Vladimir Putin is said to have a 80% approval rating at home so obviously the Russian people feel comfortable that Vlad won't be bringing back the firing squads. Putin, a former senior KGB officer, knows all about deception and perception so he sees the necessity of acknowledging the repression of the Soviet era even as he reapplies the totalitarian yoke.

In a recent speech said Putin of the dissidents his own KGB put to death: "these were people who were not afraid to speak their mind. They were the most capable people. They were the pride of the nation. And, of course, over many years we still remember this tragedy. We need to do a great deal to ensure that this is never forgotten."

Vlad was clearly trying to assure the people that nothing like this could happen in his Russia... Mikhail Khordokovsky, the former oil tycoon might differ with Putin on that subject. He is currently breaking rocks at a remote Siberian penal colony after being found guilty of politically motivated fraud charges.

Is the notion that Russia under Putin could return to the worst excesses of Stalin way off base? Probably... If for no other reason than mass communications would make it impossible to keep it hidden now. Unfortunately the last sixteen years have not been good for the average Russian. The gap between the rich and the poor in Russia renders anything John Edwards has to say about the Two Americas a riotous joke. Much of this can be put at the feet of Boris Yeltsin who failed to act boldly and decisively while the iron was hot. Russian history had failed to prepare the average person for a life of personal liberty much like it is in the Islamic world. Basic societal foundations like banking, commerce and business processes just didn't exist and a thriving black market was already operating in that space. Corruption still rules the day. Dictators thrive in a corrupt and dysfunctional society.

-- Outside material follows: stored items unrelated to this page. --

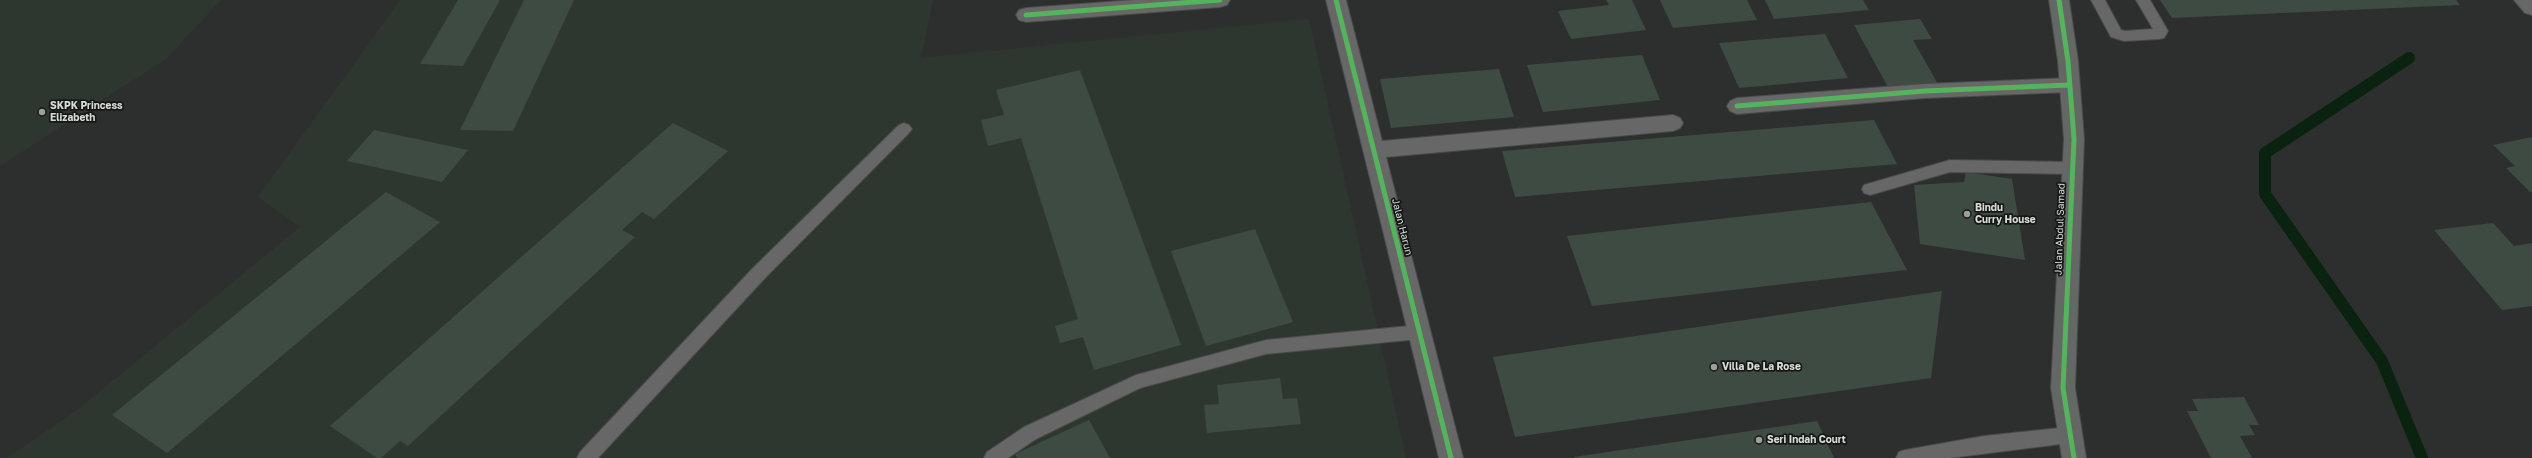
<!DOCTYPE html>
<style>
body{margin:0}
canvas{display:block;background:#2c2f2d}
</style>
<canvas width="2532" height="458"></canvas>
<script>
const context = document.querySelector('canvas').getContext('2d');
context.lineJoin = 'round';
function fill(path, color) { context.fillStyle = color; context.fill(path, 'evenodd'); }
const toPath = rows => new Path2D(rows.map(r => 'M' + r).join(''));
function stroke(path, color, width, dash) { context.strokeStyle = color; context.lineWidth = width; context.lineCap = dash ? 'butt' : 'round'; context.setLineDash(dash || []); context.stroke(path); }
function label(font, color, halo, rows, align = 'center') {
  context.font = font + ' "Golos Text",sans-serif'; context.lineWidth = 3.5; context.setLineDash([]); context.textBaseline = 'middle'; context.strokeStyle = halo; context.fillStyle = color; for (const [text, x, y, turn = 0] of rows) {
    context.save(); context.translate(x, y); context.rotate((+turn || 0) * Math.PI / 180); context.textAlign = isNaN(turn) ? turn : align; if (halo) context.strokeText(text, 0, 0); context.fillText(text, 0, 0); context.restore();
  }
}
fill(toPath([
 [0,0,221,0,166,59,0,166],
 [400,0,933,0,921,58,1309,19,1406,458,7,458,76,411,300,227,258,197]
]), '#2e372f');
stroke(toPath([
 [2409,58,2265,153,2265,194,2382,361,2422,458]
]), '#0a2310', 12);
fill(toPath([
 [458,0,500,0,463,66,420,64],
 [524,0,574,0,513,131,460,130],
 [1606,0,1632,0,1646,30,1571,39,1558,11,1609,5],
 [1660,0,1747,0,1757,20,1673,28],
 [1765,0,1863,0,1869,10,1774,19],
 [2160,0,2456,0,2460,5,2172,18],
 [1920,19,1932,39,1913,40,1938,84,1889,89,1854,25],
 [1825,34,1848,78,1739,88,1719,43],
 [1642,55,1660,100,1543,112,1527,65],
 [1499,69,1514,117,1391,128,1380,79],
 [1080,70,1181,345,1094,370,1083,337,1060,343,1055,326,1078,319,1021,138,988,146,981,120,1004,115,996,90],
 [1874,120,1897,164,1515,197,1502,151],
 [673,123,728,151,654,219,642,212,622,230,635,237,408,446,400,441,381,458,377,458,330,426],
 [374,130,468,150,442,182,347,161],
 [2532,137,2532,192,2530,192,2506,168,2515,166,2493,145],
 [1966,172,2012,179,2025,260,1920,244,1914,185,1964,182],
 [386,192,440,222,167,453,112,415],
 [1871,202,1907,270,1592,306,1567,236],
 [2493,223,2514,246,2532,243,2532,306,2502,310,2434,230],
 [1255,229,1293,322,1206,346,1171,251],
 [1942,291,1931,378,1515,437,1493,357],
 [1280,378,1283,399,1297,398,1301,424,1207,433,1204,405,1219,404,1217,385],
 [2244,397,2259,425,2249,425,2255,435,2240,436,2252,458,2211,458,2187,411,2198,411,2192,399],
 [1089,420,1110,458,1017,458,1015,454],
 [1817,421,1834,458,1574,458,1574,457]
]), '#3e4b42');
const lane = toPath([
 [2091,0,2105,0,2121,30,2125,31,2153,29,2136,0,2150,0,2168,31,2164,38,2159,39,2124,41,2111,37,2091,0],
 [904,123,909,125,912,129,909,133,765,278,598,458,577,458,580,452,753,268,899,125,904,123],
 [1950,160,2071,162,2076,164,2079,168,2076,172,2071,174,1950,172,1870,195,1864,193,1862,189,1864,185,1950,160],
 [1419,325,1425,327,1427,332,1425,337,1419,339,1266,354,1140,388,1036,439,1008,458,984,458,987,452,1024,427,1136,375,1266,340,1419,325],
 [2069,427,2075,429,2078,435,2075,441,2069,443,1950,458,1896,458,1899,452,1905,450,1984,436,2069,427]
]);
const street = toPath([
 [1134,0,1230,0,1227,5,1220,7,1026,22,1019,20,1016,15,1019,10,1026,8,1134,0],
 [1326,0,1346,0,1382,141,1673,115,1680,118,1683,123,1680,128,1673,131,1386,157,1463,458,1439,458,1326,0],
 [2514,0,2532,0,2532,15,2525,13,2514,0],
 [2069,78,2076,80,2079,85,2076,90,2069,92,1925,98,1737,114,1730,111,1727,106,1730,101,1737,98,1925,84,2069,78]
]);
const secondary = toPath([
 [2049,0,2069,0,2078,61,2084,139,2075,388,2086,458,2062,458,2051,388,2064,139,2058,61,2049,0]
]);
stroke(lane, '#484b48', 2);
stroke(street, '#484b48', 2);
stroke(secondary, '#484b48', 2);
fill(lane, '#666766');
fill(street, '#666766');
fill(secondary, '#636864');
stroke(toPath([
 [1336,0,1451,458],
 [2059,0,2068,61,2074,139,2063,388,2074,458],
 [1026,15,1220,0],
 [1737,106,1925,91,2069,85]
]), '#56b35d', 5);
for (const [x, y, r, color] of [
 [42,112,4,"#9c9f9c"],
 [1967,214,4,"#9c9f9c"],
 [1714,367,4,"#9c9f9c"],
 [1759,440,4,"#9c9f9c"]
]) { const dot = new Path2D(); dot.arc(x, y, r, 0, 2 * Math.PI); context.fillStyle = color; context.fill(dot); stroke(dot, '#151715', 1.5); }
label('bold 10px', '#d8dbd8', '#151715', [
 ["SKPK Princess",50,106],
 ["Elizabeth",50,118],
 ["Bindu",1975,208],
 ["Curry House",1975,220],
 ["Villa De La Rose",1722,367],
 ["Seri Indah Court",1767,440]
], 'left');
label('10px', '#d8dbd8', '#151715', [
 ["Jalan Harun",1402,227,76],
 ["Jalan Abdul Samad",2060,229,-88]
]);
</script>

Putin is tapping in to the one sense of pride Russians felt about their country during the Soviet era. Having a military machine that the West feared and respected was all they could ever claim put Russia on equal footing with the modern world.

Flush with oil wealth he has stolen for the government Putin will now have the funds to rebuild and reassert the pride of Mother Russia. This is not a good thing. As if we needed another reason to hasten the end of the oil age.